Juen gave her a long, calculating look, but there was sympathy in it. He was not yet officially the Horn and it would be overstepping his authority to act on something so personal to the Kaul family without consulting the Pillar, but that was not the case for Shae, and Juen had no desire or reason to oppose the Weather Man. “No, Kaul-jen. That’s all true.”
Shae returned to Maro and knelt back down in front of him. She had a nauseating sensation she might sink into the ground. “I’m sorry,” she managed to say.
Maro nodded gratefully. He took one of Shae’s hands and enfolded it in his own large ones, then brought it up to his face and laid it against his cheek as if it might offer a vestige of comfort. “Maybe I’m a coward after all,” he said, “but you’re not.” He leaned into her touch, his beard tickling the center of her palm, and closed his eyes. Shae reached up and cupped both hands around the back of Maro’s head and neck. His life pulsed beneath her touch, the wrinkled texture of his jade aura warped with anguish and regret but no longer burdened by the tension of anger or fear.

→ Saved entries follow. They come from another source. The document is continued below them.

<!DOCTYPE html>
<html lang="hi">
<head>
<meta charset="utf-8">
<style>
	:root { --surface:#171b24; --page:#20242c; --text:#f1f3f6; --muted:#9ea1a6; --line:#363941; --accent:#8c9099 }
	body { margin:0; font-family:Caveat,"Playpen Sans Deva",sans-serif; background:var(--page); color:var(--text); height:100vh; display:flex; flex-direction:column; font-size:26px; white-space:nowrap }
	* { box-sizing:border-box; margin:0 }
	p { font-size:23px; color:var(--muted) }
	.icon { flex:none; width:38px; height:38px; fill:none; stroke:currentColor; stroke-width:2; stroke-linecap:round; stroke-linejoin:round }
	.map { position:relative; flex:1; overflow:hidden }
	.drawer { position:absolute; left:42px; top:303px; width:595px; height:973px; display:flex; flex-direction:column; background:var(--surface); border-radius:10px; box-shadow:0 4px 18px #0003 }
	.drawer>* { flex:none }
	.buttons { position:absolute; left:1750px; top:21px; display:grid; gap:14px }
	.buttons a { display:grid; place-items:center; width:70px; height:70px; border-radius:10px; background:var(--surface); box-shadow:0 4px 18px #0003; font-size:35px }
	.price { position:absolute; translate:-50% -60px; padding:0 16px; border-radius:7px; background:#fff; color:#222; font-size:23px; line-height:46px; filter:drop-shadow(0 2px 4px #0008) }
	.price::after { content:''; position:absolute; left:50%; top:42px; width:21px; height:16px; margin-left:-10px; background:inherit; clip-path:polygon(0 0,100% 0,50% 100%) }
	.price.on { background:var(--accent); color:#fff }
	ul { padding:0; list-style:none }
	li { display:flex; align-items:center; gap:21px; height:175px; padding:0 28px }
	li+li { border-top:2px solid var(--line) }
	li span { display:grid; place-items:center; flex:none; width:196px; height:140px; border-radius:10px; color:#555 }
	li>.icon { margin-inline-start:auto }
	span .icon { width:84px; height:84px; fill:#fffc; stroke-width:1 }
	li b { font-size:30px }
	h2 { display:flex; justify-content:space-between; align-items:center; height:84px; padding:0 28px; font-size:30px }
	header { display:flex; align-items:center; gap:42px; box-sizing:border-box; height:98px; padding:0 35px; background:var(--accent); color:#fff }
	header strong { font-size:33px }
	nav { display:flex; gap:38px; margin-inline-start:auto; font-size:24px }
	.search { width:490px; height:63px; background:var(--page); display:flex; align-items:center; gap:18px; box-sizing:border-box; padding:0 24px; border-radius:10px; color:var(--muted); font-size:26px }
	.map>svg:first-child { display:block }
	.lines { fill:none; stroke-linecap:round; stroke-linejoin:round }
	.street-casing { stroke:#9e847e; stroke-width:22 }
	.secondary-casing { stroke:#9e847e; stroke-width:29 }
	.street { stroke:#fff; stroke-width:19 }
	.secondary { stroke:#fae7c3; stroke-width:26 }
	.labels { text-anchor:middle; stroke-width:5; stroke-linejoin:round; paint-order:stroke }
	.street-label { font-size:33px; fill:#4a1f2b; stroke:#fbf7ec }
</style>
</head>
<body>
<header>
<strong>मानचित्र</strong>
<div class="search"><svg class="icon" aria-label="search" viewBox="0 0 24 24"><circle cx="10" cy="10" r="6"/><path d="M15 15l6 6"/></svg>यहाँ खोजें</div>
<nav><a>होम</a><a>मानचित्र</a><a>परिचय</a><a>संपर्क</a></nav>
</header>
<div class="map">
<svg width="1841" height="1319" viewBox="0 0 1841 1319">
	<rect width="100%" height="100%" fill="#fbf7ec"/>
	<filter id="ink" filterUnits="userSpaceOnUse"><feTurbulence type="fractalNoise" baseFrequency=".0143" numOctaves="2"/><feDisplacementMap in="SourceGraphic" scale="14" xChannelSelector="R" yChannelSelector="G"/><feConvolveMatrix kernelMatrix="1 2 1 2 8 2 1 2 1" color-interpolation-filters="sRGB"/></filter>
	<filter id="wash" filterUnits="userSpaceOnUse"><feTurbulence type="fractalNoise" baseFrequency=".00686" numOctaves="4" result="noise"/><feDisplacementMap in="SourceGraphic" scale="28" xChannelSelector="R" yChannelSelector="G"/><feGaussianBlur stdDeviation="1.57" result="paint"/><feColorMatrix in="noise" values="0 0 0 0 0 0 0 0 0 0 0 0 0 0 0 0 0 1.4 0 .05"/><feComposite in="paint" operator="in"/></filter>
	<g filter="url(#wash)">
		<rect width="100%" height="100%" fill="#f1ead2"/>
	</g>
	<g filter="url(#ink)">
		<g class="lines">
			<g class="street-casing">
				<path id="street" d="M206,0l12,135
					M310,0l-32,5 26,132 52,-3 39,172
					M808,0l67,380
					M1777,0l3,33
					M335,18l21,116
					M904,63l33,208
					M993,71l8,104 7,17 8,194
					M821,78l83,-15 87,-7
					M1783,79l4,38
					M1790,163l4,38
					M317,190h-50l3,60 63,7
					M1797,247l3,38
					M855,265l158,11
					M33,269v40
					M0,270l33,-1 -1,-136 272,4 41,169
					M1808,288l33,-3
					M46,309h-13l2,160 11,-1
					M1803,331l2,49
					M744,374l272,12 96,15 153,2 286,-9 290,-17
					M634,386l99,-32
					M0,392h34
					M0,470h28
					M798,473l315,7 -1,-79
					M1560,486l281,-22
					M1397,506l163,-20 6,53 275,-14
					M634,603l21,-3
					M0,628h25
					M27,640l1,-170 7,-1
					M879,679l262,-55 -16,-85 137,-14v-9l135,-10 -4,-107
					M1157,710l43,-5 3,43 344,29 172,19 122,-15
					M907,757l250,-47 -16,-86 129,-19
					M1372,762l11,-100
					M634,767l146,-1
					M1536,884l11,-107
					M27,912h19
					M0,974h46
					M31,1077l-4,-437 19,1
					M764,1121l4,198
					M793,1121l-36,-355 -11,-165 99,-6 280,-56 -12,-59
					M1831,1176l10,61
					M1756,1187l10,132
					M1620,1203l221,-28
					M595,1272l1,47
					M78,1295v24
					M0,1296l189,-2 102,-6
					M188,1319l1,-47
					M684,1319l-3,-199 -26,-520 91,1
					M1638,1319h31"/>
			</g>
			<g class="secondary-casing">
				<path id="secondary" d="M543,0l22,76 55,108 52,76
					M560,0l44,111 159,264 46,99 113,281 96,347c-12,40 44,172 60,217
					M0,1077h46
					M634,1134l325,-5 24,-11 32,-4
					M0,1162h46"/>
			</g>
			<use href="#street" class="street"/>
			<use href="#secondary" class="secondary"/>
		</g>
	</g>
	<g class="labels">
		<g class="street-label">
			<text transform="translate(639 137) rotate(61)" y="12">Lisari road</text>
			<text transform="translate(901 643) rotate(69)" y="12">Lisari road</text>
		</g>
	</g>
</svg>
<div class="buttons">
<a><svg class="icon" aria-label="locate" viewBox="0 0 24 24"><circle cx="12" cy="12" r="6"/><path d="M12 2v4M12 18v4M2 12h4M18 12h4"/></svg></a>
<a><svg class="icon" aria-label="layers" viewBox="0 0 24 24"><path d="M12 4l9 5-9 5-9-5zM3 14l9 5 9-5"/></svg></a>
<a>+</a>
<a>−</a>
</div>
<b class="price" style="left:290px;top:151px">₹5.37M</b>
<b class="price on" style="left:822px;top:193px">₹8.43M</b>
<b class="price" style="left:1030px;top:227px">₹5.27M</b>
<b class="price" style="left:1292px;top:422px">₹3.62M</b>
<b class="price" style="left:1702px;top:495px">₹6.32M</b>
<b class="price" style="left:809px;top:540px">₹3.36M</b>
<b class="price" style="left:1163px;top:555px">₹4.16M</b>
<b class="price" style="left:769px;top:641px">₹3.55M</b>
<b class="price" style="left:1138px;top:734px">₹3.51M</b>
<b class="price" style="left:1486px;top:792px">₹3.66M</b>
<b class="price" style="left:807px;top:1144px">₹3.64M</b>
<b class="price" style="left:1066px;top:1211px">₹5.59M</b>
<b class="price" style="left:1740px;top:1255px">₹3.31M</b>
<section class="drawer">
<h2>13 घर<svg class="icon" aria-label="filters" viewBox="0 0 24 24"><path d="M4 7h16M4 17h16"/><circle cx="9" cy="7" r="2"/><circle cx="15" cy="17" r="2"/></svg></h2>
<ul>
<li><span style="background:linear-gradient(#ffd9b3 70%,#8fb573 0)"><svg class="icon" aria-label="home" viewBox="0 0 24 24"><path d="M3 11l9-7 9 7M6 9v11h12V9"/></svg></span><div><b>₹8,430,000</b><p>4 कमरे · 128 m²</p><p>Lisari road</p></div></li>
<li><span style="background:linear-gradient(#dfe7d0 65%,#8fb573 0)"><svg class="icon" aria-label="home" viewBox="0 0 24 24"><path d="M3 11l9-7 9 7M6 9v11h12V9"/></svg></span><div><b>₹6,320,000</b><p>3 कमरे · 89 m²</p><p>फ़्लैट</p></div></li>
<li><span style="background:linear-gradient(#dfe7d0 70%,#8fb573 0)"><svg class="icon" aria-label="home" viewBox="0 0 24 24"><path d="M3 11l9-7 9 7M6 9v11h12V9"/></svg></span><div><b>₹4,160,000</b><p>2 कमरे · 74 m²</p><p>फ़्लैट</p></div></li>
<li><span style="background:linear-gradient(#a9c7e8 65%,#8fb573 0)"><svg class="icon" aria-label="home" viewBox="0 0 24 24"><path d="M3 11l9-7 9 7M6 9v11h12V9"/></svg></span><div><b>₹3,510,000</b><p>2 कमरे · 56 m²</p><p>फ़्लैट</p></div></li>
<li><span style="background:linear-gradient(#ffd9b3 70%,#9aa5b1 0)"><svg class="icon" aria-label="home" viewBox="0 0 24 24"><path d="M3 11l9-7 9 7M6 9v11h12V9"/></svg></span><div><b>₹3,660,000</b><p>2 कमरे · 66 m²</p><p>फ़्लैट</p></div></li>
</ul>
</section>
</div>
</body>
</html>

Shae felt as if she couldn’t breathe; she squeezed her eyes shut and imagined herself as a column of ice, a creature like Ayt Madashi, made of unwavering resolve and unflinching steel. With a stifled, incoherent cry, she gathered all the jade energy she could muster and Channeled into the base of Maro’s skull. He put up no defense at all, did not raise even the flimsiest Steel. His energy yielded beneath hers; his aura tore and fled. The vessels in his brain burst and he died in seconds.
She caught Maro as he fell into her arms. She lowered him to the asphalt gently, then toppled over his body in a shudder as the blowback of his escaping life rushed into and through her. She clung to the wave for a second, wanting to hang on to it, to follow it into whatever oblivion it was headed toward, but it slipped past her and she was still on the asphalt with Maro’s body in her lap. Slowly, Shae lowered him to the ground onto his back. His eyes were still closed, and his face was inexpressibly sad, but relaxed. Shae kissed his forehead, then both of his closed eyelids. She stood up. Juen and his men were gathered around, but they did not speak or move toward her.

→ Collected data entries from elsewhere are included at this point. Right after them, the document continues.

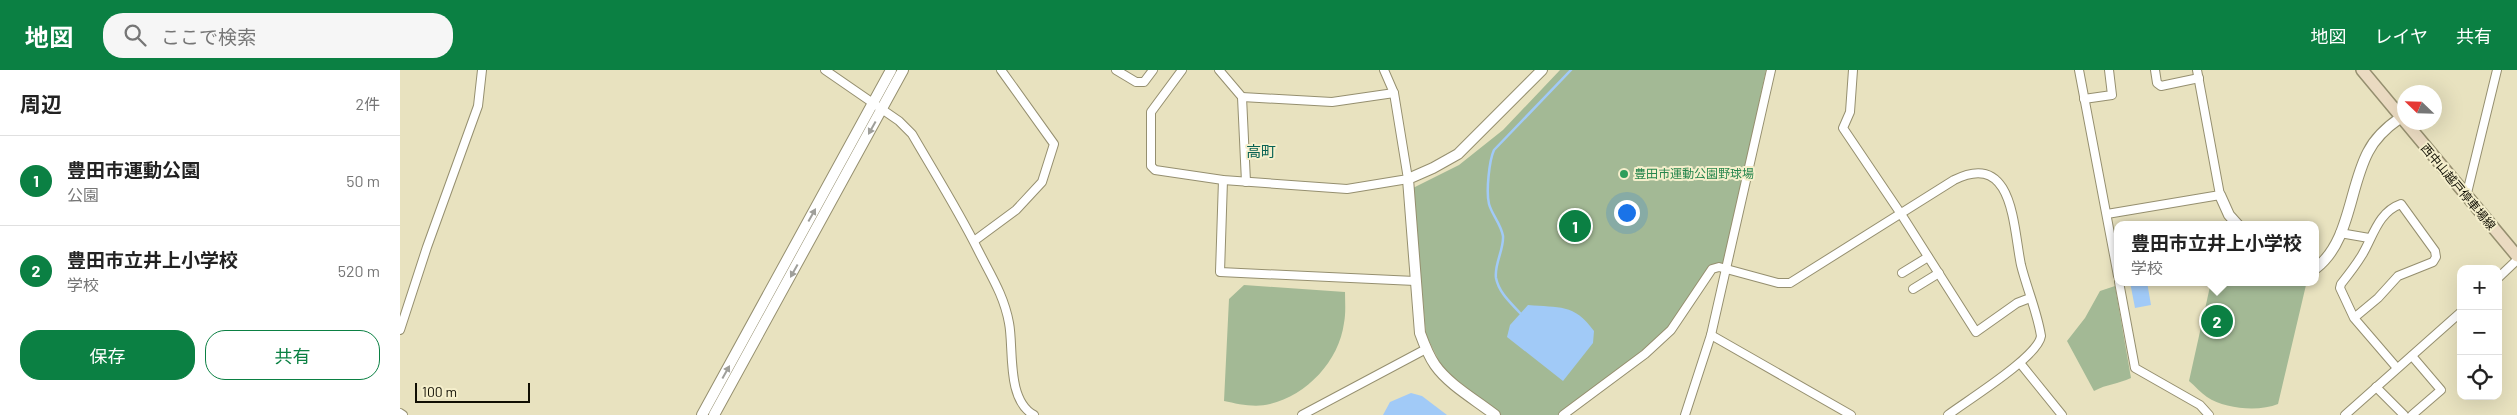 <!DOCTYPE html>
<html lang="ja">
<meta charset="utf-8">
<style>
:root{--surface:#fff;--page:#f6f6f6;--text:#222;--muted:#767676;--line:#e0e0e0;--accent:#0b8043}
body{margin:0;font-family:Barlow,"Noto Sans JP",sans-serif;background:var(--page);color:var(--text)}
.controls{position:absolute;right:15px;bottom:15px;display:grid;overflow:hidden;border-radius:10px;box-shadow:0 5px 20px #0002}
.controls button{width:45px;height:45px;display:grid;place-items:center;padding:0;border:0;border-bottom:1px solid var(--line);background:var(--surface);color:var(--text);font:25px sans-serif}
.compass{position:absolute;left:1997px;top:15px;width:45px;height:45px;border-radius:50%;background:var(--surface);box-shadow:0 5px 20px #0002;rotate:293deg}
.scale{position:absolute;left:15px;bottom:12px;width:115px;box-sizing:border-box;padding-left:5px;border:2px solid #100e03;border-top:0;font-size:14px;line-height:18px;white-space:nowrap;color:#100e03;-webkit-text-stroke:4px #f5efcc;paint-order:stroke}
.you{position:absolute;left:1226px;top:142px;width:18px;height:18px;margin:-12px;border:4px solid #fff;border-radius:50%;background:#1a73e8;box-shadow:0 0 0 8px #1a73e833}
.badge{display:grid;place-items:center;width:32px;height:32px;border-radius:50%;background:var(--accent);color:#fff;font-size:16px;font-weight:700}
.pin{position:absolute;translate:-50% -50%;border:2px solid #fff;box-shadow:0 1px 5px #0006}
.popup{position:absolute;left:1714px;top:151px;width:205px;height:65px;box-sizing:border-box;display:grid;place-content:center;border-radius:10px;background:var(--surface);filter:drop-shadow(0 1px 4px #0005);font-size:16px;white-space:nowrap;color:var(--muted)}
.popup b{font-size:19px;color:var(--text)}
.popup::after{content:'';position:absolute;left:50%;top:100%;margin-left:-10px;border:10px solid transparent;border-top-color:var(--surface)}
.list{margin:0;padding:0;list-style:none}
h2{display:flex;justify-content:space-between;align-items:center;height:65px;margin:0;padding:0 20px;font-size:21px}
h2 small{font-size:16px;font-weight:400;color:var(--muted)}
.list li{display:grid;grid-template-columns:32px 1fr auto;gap:15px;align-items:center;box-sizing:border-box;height:90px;padding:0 20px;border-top:1px solid var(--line)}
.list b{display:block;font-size:19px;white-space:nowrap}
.list p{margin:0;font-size:16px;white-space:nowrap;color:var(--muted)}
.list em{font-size:16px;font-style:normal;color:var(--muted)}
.actions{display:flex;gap:10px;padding:15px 20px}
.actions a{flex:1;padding:11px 0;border:1px solid var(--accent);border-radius:20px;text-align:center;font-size:18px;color:var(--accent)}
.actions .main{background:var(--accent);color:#fff}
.icon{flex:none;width:28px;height:28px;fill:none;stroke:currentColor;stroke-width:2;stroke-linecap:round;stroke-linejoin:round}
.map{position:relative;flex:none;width:2117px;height:345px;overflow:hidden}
header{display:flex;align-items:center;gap:30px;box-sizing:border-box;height:70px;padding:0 25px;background:var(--accent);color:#fff}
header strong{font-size:24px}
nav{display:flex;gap:28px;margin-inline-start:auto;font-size:18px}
.search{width:350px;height:45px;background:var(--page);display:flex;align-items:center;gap:12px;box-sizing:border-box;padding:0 18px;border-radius:20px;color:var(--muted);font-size:19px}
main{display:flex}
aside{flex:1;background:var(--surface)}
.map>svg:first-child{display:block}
.green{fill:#a3b995}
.water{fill:#a1caf7}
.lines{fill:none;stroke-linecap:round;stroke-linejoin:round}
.stream{stroke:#a1caf7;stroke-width:2.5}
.minor-casing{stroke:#958f6f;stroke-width:10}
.tertiary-casing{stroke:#958f6f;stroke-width:12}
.secondary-casing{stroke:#958f6f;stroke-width:14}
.minor{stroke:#fff;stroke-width:8}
.tertiary{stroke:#fff;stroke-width:10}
.secondary{stroke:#eadac1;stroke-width:11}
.oneway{fill:#9f9f9a}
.leisure-dot{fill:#2e9e5b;stroke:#f5efcc;stroke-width:2}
.labels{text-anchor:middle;stroke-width:4;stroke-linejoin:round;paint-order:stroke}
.leisure-label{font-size:12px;fill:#27864d;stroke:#f5efcc;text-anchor:start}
.street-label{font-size:12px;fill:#100e03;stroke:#f5efcc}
.quarter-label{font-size:15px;fill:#086253;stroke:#f5efcc}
</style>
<header>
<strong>地図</strong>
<div class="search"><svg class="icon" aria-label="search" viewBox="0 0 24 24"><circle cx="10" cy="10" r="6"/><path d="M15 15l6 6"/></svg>ここで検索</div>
<nav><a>地図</a><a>レイヤ</a><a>共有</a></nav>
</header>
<main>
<aside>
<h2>周辺<small>2件</small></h2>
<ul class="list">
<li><span class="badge">1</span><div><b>豊田市運動公園</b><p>公園</p></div><em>50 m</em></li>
<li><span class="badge">2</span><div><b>豊田市立井上小学校</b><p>学校</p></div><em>520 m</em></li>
</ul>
<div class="actions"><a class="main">保存</a><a>共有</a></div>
</aside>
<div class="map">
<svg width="2117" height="345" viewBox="0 0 2117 345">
<rect width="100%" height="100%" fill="#e8e2bf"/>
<!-- green -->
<g class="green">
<polygon points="1160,0 1366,0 1325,194 1314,194 1265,264 1166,345 1101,345 1043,299 1026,265 1013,118 1059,95 1103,60"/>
<path d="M1811,212H1895L1906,215L1878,334C1859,342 1825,339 1807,327C1801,323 1795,316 1789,311Z"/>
<path d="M844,215L945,222C945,232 946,243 944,253C939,291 907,325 870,334C855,338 838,334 824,331L829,229Z"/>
<path d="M1715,216L1731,308C1718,314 1707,314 1694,321L1667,271L1685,248L1700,221Z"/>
</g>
<!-- water -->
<g class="water">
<polygon points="1730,212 1747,212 1751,235 1735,238"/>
<path d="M1128,235C1159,238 1174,233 1194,261L1193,273L1163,311L1107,267L1110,255Z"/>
<polygon points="1011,323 1022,326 1047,345 983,345 990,332"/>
</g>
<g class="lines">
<!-- stream -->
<path class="stream" d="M1120,243C1111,233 1099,223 1096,208C1094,194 1104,180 1103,166C1101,154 1092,145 1089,134C1086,122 1089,91 1094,80L1171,0"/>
<defs>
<g id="minor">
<path d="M425,0L499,51L512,64C534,102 558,140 578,180C590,204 604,225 609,253C614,278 606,330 634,345"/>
<polyline points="716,0 736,12 744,12 753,0"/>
<polyline points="782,0 751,42 751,96 755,100 823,110 947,119 1008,109 994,23 984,0"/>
<polyline points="819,0 842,27 846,112"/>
<polyline points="1453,0 1450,42 1443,58 1501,144 1576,262 1617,233 1630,228"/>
<polyline points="1679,0 1718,206"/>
<polyline points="1755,0 1757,13 1761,16 1799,8"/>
<polyline points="842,27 932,32 994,23"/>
<polyline points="1684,29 1712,25 1709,0"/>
<polyline points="823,110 820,202 1015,211"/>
<polyline points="2066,127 2097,0"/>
<polyline points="1707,144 1820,125 1797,0"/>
<polyline points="1940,163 1969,168"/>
<polyline points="574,171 616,140 642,112 654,74 601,0"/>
<polyline points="1502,203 1528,187"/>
<polyline points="2098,208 2117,190"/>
<polyline points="1719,212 1735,298 1800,335 1809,345"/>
<polyline points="1513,219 1539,203"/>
<path d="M1954,248L1940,218L1941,214C1949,204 1956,195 1962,185C1973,167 1978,142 2001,134L2035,181L2036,187L2033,192L1998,206L1978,228L1954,248L1997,298"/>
<polyline points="0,260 27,177 78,36 82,0"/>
<polyline points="1311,265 1451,345"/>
<polyline points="1620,293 1662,345"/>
<polyline points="1976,317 2004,345"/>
<polyline points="0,343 3,345"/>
<polyline points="902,345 1026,279"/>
<path d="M1163,345L1245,284L1271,260L1312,199L1319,197L1378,213H1390L1554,110C1614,80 1613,157 1621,195C1627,219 1637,241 1641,266C1638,287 1568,330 1548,345"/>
<polyline points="1285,345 1311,265 1371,0"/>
<polyline points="1945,345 2061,242"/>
<polyline points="2012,345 2041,320 2012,286"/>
</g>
<g id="tertiary">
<polyline points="1820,125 1829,145 1838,155"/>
<path d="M1916,198C1950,172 1949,118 1968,82C1975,68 1987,57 2000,48"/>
<polyline points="302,345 491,0"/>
<polyline points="314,345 503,0"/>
<path d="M1095,345C1076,330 1049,315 1035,295C1028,285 1024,274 1020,263L1008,109L1033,98L1058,84L1142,0"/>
</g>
<polyline id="secondary" points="1962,0 2117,186"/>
</defs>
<!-- minor casing -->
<use href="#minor" class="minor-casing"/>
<!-- tertiary casing -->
<use href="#tertiary" class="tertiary-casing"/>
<!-- secondary casing -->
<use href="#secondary" class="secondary-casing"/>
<!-- minor -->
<use href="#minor" class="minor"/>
<!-- tertiary -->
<use href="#tertiary" class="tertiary"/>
<!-- secondary -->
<use href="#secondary" class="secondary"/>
</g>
<!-- one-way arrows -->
<defs><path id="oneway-solid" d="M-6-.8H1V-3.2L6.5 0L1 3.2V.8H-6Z" transform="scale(1.25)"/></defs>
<g class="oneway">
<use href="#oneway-solid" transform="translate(472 58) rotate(119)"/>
<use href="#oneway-solid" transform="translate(412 145) rotate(-61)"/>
<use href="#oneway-solid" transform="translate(394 201) rotate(119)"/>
<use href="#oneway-solid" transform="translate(326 302) rotate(-61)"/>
</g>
<!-- markers -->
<circle class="leisure-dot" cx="1224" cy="104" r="5"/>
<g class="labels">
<!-- leisure labels -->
<g class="leisure-label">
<text x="1234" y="108">豊田市運動公園野球場</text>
</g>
<!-- street labels -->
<g class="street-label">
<text transform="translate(2058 117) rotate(50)" y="4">西中山越戸停車場線</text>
</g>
<!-- quarter labels -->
<g class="quarter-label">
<text x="861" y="87">高町</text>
</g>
</g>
</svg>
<div class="controls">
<button>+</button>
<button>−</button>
<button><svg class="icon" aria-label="locate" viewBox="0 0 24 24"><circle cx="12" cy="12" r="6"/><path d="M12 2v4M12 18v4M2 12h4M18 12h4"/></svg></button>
</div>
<svg class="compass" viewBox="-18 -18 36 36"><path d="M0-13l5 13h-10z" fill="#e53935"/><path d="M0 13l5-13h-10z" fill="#767676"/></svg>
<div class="scale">100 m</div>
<div class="you"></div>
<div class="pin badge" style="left:1175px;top:156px">1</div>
<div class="pin badge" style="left:1817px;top:251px">2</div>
<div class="popup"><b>豊田市立井上小学校</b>学校</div>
</div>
</main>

She turned and walked toward the Weather Man’s house. Halfway there, the memories came—slowly at first, a trickle from behind a wall of spreading cracks, growing into a torrent, then sweeping her away like the deluge from a bursting dam. Long conversations and tender moments, the fire in Maro’s eyes when he was energized by an idea, the softness of his smile, the aching warmth of their bodies pressed together. Miraculously, she didn’t break her stride, didn’t stumble or collapse or burst into a run, but her vision swam and she could barely see her own front door when she reached it. When she was inside her own house and alone at last, Shae closed the door behind her, took three steps into the foyer, and crumpled to the ground with a long, silent, wordless howl, arms clutched to her sides, forehead pressed to the hardwood floor as if in eternal penitence.
CHAPTER 47
Back to Work
Shae barely left her house for a week. She dressed and emerged to attend Kehn’s funeral, but the entire event passed in a blur of walking, chanting, and resentful silence. Hilo was devastated by his Horn’s death; he kept Wen’s hand tightly clasped in his own and their children within his sight at all times. Tar broke down at the side of his brother’s grave and wept like a child. Afterward, his eyes were vacant and lost, as if he was no longer present, except for one moment when Shae passed near him and she felt his gaze settle on her for a moment, his aura flickering with bitterness that she had executed Maro painlessly.
Shae couldn’t bring herself to speak to Tar and tell him that she, too, grieved for Kehn. She hadn’t known the Maik brothers well at first, for a long time thinking of them only as her brother’s lackeys, but the past few years had altered that impression. She’d seen Kehn grow into the role of Horn, had shared meals with him around the family dinner table, had come to know him as a loyal and dangerous but quietly dogged man who was at least half the reason for the productive cooperation between the two sides of the clan. Hilo had insisted that Kehn be laid to rest next to the grand Kaul family memorial instead of the small, disused patch where his ignominious father was buried, but from what Shae overheard, the explosion had not left much in the way of remains. Kehn’s ashes did not take up even a fraction of the steel casket. The Horn was a dangerous role, one in which a Green Bone might expect to lose his life for the clan—on his feet with a blade in his hand. Not like this.